[Dataset entries]
====

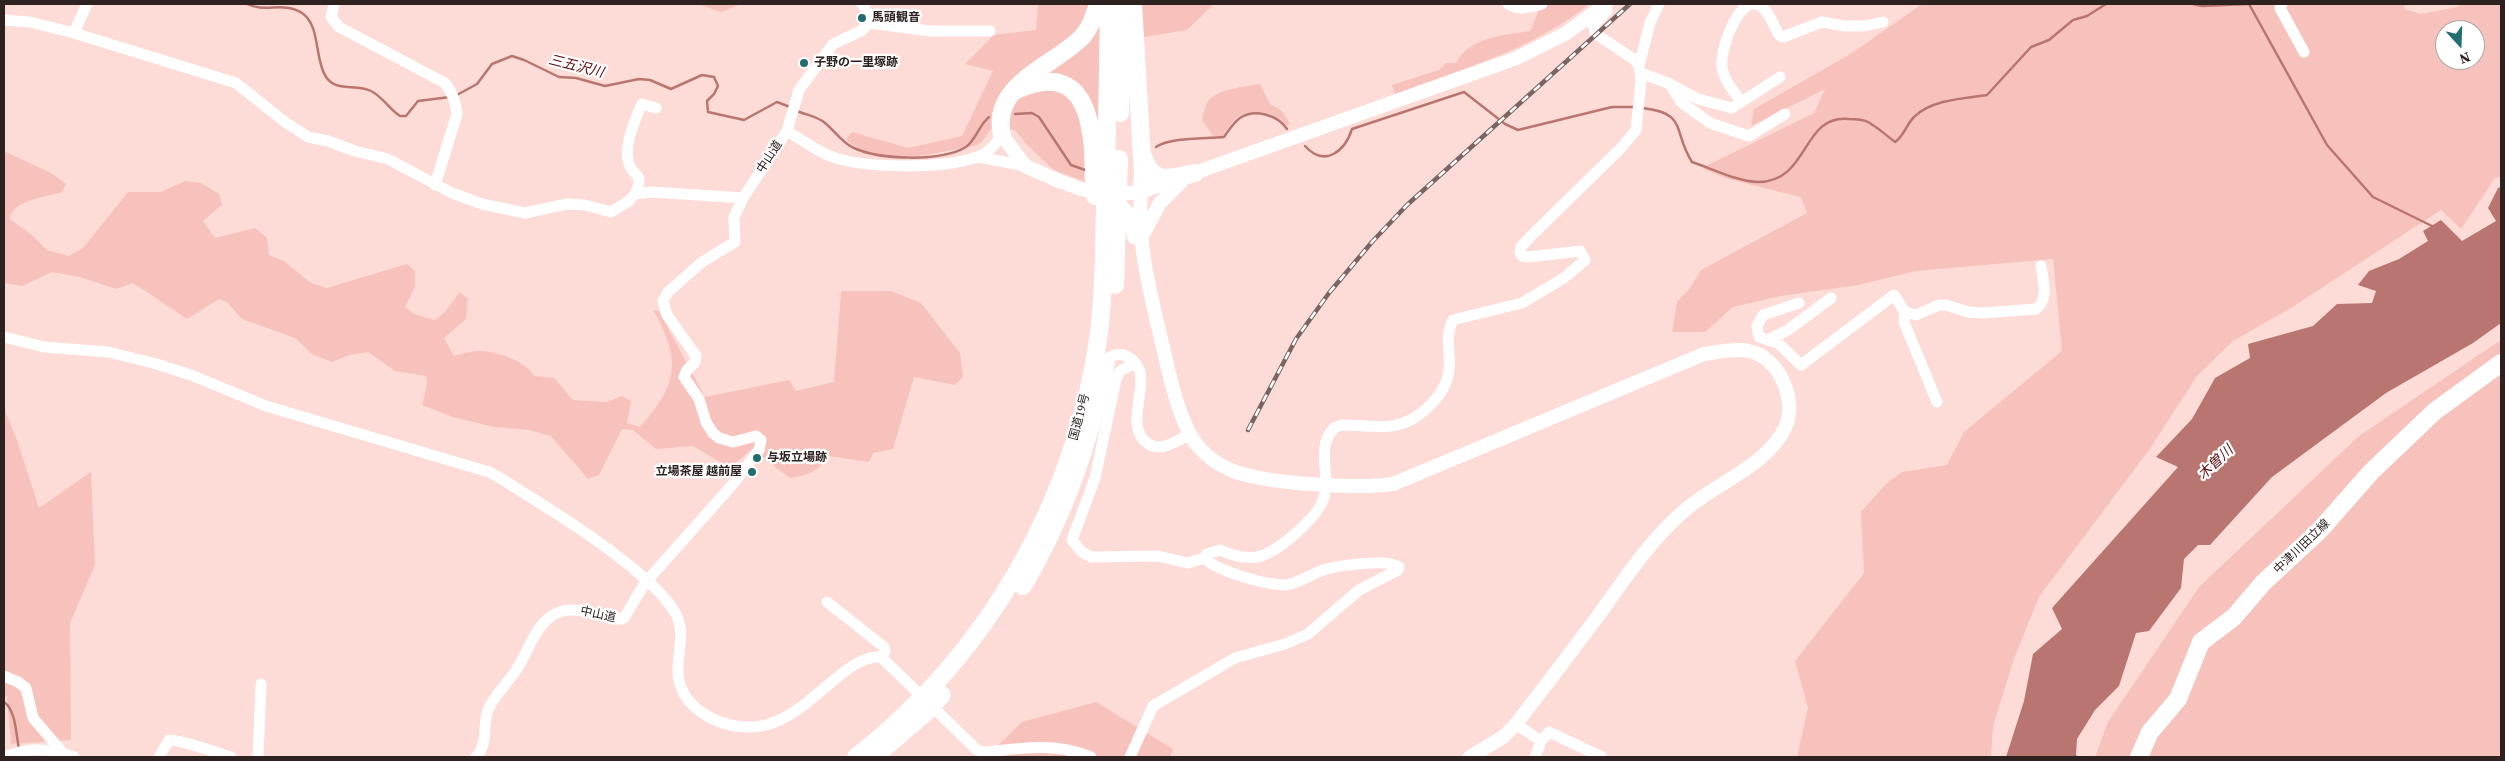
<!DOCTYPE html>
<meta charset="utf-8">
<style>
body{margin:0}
#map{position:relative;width:2505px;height:761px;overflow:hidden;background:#fddbd7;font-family:"Source Serif 4",serif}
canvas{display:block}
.frame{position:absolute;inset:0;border:5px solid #2e2220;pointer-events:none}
.north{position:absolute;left:2435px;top:20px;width:50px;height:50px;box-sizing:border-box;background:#fff;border:1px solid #aba7a6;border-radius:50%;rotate:160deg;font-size:14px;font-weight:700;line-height:20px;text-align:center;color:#2e2220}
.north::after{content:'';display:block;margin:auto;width:18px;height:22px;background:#226d70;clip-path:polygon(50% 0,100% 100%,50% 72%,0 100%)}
</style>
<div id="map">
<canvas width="2505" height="761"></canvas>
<div class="frame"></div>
<div class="north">N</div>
</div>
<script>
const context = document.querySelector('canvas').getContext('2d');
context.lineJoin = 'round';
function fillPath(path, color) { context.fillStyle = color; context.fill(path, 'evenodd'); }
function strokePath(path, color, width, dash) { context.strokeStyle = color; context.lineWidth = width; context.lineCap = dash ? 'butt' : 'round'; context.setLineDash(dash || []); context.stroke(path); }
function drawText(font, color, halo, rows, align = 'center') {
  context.font = font + ' "Source Serif 4","Noto Sans JP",serif'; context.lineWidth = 4.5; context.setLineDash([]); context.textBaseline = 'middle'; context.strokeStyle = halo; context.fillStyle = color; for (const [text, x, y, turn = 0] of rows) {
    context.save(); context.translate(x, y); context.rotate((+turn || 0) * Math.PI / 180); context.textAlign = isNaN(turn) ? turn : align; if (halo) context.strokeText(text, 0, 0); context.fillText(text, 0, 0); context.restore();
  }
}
const green = new Path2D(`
 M698 4H741L721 12Z
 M1038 4H1214L1187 30 1100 44 1099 122 1084 125V181L1054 170 1028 146 1015 130 991 129C988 133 983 141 979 144 973 147 963 147 956 149 922 157 874 166 846 139L852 132 908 148 962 136 993 71 965 64 994 35 1036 30Z
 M1546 4H1589C1534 49 1462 69 1395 94L1392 85 1439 70 1446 63H1456C1469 37 1505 35 1530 31L1539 10Z
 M1922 4H2405L2404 9 2421 14 2457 7 2462 4H2501V177L2495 178 2461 229 2441 210 2291 308 2233 341 2197 376 2149 450 2039 597 2014 659 1993 726 1991 757H1797L1808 708 1795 661 1864 573 1861 512 1886 484 1902 472 1947 465 1964 432 2062 351 2053 259 1916 271 1858 285 1781 296 1733 307 1705 332H1672L1677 302 1690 288 1701 270 1807 213 1801 197 1728 179 1702 168 1814 113 1825 89 1751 126 1754 109 1852 53ZM2445 30H2475V60H2445Z
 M1260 84 1270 104 1281 110 1290 124 1287 126C1279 113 1255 108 1241 115 1233 119 1228 128 1223 136H1213L1202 120C1204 113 1205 103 1211 98 1223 88 1245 87 1260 84Z
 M4 151 53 174 66 184 62 192C46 197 12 200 10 219L33 236 47 250 69 256 83 248 128 192H161L185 181 201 183 219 194 222 205 203 221 215 238 255 228 267 238 269 255 284 261 311 283 327 288 407 264 415 271V287L405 307 414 314 435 320 444 313 460 292 468 299 466 319 444 338 454 356C463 354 474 350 482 351 500 353 526 361 534 376L554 378 573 400 607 402 622 396 631 401 627 423 640 427C678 384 682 360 653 310L659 311 705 397 789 380 796 391 834 382 841 291H891L921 303 960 353 963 377 955 385 914 377 893 449 873 453 869 462 829 456C819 471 808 475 790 478L752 449 730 468 693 446 656 449 633 430 622 429 599 475 588 479 551 436 529 430 494 427 453 417 422 405 427 384 426 376 395 371 368 352 349 355 332 362 312 354 295 338 242 319 227 302 219 299 187 319 133 283 116 289 80 277 52 272 22 286 4 283Z
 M2501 340V757H2095L2108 722 2199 587 2359 436Z
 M4 408 18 443 39 508 91 472 95 565 70 623 71 740 11 744 7 697 4 696Z
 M1096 702 1173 749 1170 757H986L1022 722Z`);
const water = new Path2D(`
 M2501 187V323L2473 343 2386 393 2272 477 2210 545H2198L2184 559 2181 588 2149 631 2136 633 2119 686 2095 710 2077 739 2076 755 2079 757H2006L2024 701 2033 654 2062 629 2052 608 2178 467 2156 457 2192 419 2215 378 2250 358 2248 344 2313 326 2337 304 2372 303 2376 291 2358 285 2369 271 2399 259 2428 241 2423 231 2441 220 2462 241 2496 221 2488 208 2498 188Z`);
const stream = new Path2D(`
 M247 4C265 13 284 1 302 13 321 26 314 59 326 77 337 93 356 83 371 91 383 97 389 109 400 116H406L418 101 450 97
 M2193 4 2202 6 2248 4
 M2249 4 2327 145 2373 197 2434 227
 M455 96 477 84 492 64 512 56 524 60 559 77 576 78 605 86 639 79 650 80 671 89 702 75 714 77 718 86 714 94 707 101 708 112 744 120 777 102 790 107
 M1642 108C1688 113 1672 130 1692 162 1713 169 1736 181 1758 182 1810 182 1801 114 1849 119 1855 119 1862 119 1868 122 1877 127 1886 135 1895 142 1904 136 1906 125 1914 117 1930 100 1965 98 1987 95L2031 47 2049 40 2073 20 2087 16 2106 4
 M797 111C806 115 817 116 825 123 835 131 842 143 854 148 880 160 941 162 966 147 976 140 979 125 989 117
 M1015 114 1032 113 1039 117 1071 165 1088 171
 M1305 146C1325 168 1345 151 1352 129L1464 92 1505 124 1518 130 1612 107H1636
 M1156 147C1171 137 1205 139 1224 137 1229 130 1233 123 1240 118 1254 108 1278 115 1287 129
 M4 702C16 710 16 735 19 749`);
const minor = new Path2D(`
 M334 4 331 17 339 27 445 83C452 92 456 103 457 114L435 185
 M1508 4C1517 11 1532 7 1542 4
 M2282 4 2280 8 2304 52
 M4 20 30 22 74 33 236 83 285 122 308 137 328 141 355 151 388 159 452 193 482 204 525 213 567 204 585 205 611 212 629 201 635 194 652 192 743 198
 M869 23 930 31H990
 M74 33 87 4
 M1639 66 1650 23 1659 4
 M1641 73 1670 84 1681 102 1710 123 1749 136 1785 114
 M1670 84 1698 99 1732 108 1780 77
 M1741 101C1733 91 1724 80 1722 67 1719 53 1737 0 1756 4 1767 6 1774 26 1779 35L1783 37 1822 22 1845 26H1865L1883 22
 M787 131C801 139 815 150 830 156 863 169 944 169 977 157 988 154 996 144 1002 135
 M979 157 1025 166
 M635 194C646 170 631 179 628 160 625 144 635 119 642 104L656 108
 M1799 303 1763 315 1757 326 1759 337 1778 343 1801 365 1894 295 1905 312 1904 322 1937 402
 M1905 312 1916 315 1939 305H1946L1968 312 1983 313 2036 309C2049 300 2043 280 2041 266
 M4 337 44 347 108 352 153 363 191 375 266 406 489 472 500 478C546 507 593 535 635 570 649 582 664 595 674 611 686 629 678 649 678 670 678 707 717 727 750 727 805 727 841 654 881 657L977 750 985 752C1021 748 1056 742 1091 757
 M1768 340 1788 330 1831 298
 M1106 359C1114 355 1120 352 1128 357 1133 360 1138 366 1140 372 1145 393 1126 428 1147 443 1161 453 1177 441 1190 434
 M1135 363 1120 371 1116 379 1095 478 1072 540 1082 552 1091 557 1158 556 1188 563 1204 558
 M827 602 884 647 885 651 881 657
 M4 676 18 682 26 688 33 718 63 753
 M1516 724 1541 741 1535 757
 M1541 741 1549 732 1602 757
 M4 757C29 747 49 748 74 757
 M159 757 169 740C180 739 217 753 231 757
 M258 757 261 684
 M476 757C489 743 482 727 488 710 494 695 508 683 517 669 528 652 535 626 553 615 579 600 611 625 624 618L645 583 733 484 759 450 761 440 756 436 733 442 719 438 713 433 706 422 699 399 684 377 687 370 695 362 696 356 667 315 663 301 668 292 702 262 735 242 734 217 743 198 787 131 799 90 833 44 861 31 869 23 868 13 862 4
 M1130 757 1153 706 1235 658 1285 644 1308 634 1359 590 1398 570 1399 567C1389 558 1336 566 1323 570 1312 574 1295 585 1284 585 1263 584 1219 572 1204 558L1207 554 1220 550C1231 555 1244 559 1257 557 1277 553 1319 517 1324 497 1331 473 1315 449 1334 428L1341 425C1358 425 1376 428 1392 426 1418 422 1446 396 1449 370 1451 352 1444 337 1453 320L1522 303 1564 278 1585 260 1580 251 1528 257 1522 256 1520 252 1521 247 1531 236 1622 147 1636 130 1641 81 1639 66 1635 60 1596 34 1593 25 1607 11 1603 6`);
const tertiary = new Path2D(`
 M1002 135 1025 166 1059 181 1081 189 1106 195 1141 192 1517 58 1565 34 1606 4
 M1141 192C1137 242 1149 287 1160 335 1168 366 1177 421 1198 446 1206 456 1219 465 1231 470 1263 484 1358 489 1393 484L1704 354C1719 352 1735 348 1749 351 1779 357 1798 400 1785 428 1766 467 1715 483 1684 511 1650 540 1624 580 1598 616 1571 652 1544 688 1516 724L1503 737 1470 757
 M1111 203C1131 208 1131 218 1134 237
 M1142 236 1160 203 1182 181`);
const primary = new Path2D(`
 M2139 757 2150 732 2178 699 2201 642 2234 617 2263 583 2320 530 2371 472 2435 411 2501 363`);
const trunk = new Path2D(`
 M1133 4 1143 174 1141 192
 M1014 91C1097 53 1093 141 1095 196
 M1120 113 1121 4
 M1002 135C990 85 1053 66 1081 38 1090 29 1094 16 1098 4
 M1143 156C1152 186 1171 178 1195 173
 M1115 285 1119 159
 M1023 586C1064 517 1090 442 1106 363
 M856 757C988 654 1076 501 1099 333 1104 292 1104 250 1105 208 1107 140 1108 72 1109 4
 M874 757 924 714 942 695`);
const rail = new Path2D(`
 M1248 430 1296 339 1329 293 1372 242 1407 205 1630 4`);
const markers = [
 [862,18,5,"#226d70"],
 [804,63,5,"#226d70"],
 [757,458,5,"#226d70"],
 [752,472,5,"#226d70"]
];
const poiNames = [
 ["馬頭観音",872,18],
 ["子野の一里塚跡",814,63],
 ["与坂立場跡",767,458],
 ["立場茶屋 越前屋",742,472,"right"]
];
const streetNames = [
 ["中山道",770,157,-57],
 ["国道19号",1080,417,-75],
 ["中津川田立線",2302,547,-44],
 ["中山道",598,615,12]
];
const waterNames = [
 ["三五沢川",576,67,14],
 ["木曽川",2216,463,-43]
];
fillPath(green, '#f8c2bc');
fillPath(water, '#b9756f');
strokePath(stream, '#b9756f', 2.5);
strokePath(minor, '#fff', 11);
strokePath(tertiary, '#fff', 14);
strokePath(primary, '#fff', 18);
strokePath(trunk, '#fff', 18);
strokePath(rail, '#796563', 4.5);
strokePath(rail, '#fff', 2.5, [8]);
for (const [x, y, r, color] of markers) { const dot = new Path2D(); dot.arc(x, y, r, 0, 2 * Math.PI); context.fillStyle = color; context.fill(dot); strokePath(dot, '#fff', 2); }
drawText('bold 12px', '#2e2220', '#fff', poiNames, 'left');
drawText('12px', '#2e2220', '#fff', streetNames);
drawText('italic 14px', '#5f0a0e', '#fff', waterNames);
</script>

====

> _TASK DESCRIPTION_
Pictures are to be left out while the lines from the beginning of the records through the line with "function strokePath(path, color, width, dash)" are copied word for word.

> _COMPLETED TASK_
<!DOCTYPE html>
<meta charset="utf-8">
<style>
body{margin:0}
#map{position:relative;width:2505px;height:761px;overflow:hidden;background:#fddbd7;font-family:"Source Serif 4",serif}
canvas{display:block}
.frame{position:absolute;inset:0;border:5px solid #2e2220;pointer-events:none}
.north{position:absolute;left:2435px;top:20px;width:50px;height:50px;box-sizing:border-box;background:#fff;border:1px solid #aba7a6;border-radius:50%;rotate:160deg;font-size:14px;font-weight:700;line-height:20px;text-align:center;color:#2e2220}
.north::after{content:'';display:block;margin:auto;width:18px;height:22px;background:#226d70;clip-path:polygon(50% 0,100% 100%,50% 72%,0 100%)}
</style>
<div id="map">
<canvas width="2505" height="761"></canvas>
<div class="frame"></div>
<div class="north">N</div>
</div>
<script>
const context = document.querySelector('canvas').getContext('2d');
context.lineJoin = 'round';
function fillPath(path, color) { context.fillStyle = color; context.fill(path, 'evenodd'); }
function strokePath(path, color, width, dash) { context.strokeStyle = color; context.lineWidth = width; context.lineCap = dash ? 'butt' : 'round'; context.setLineDash(dash || []); context.stroke(path); }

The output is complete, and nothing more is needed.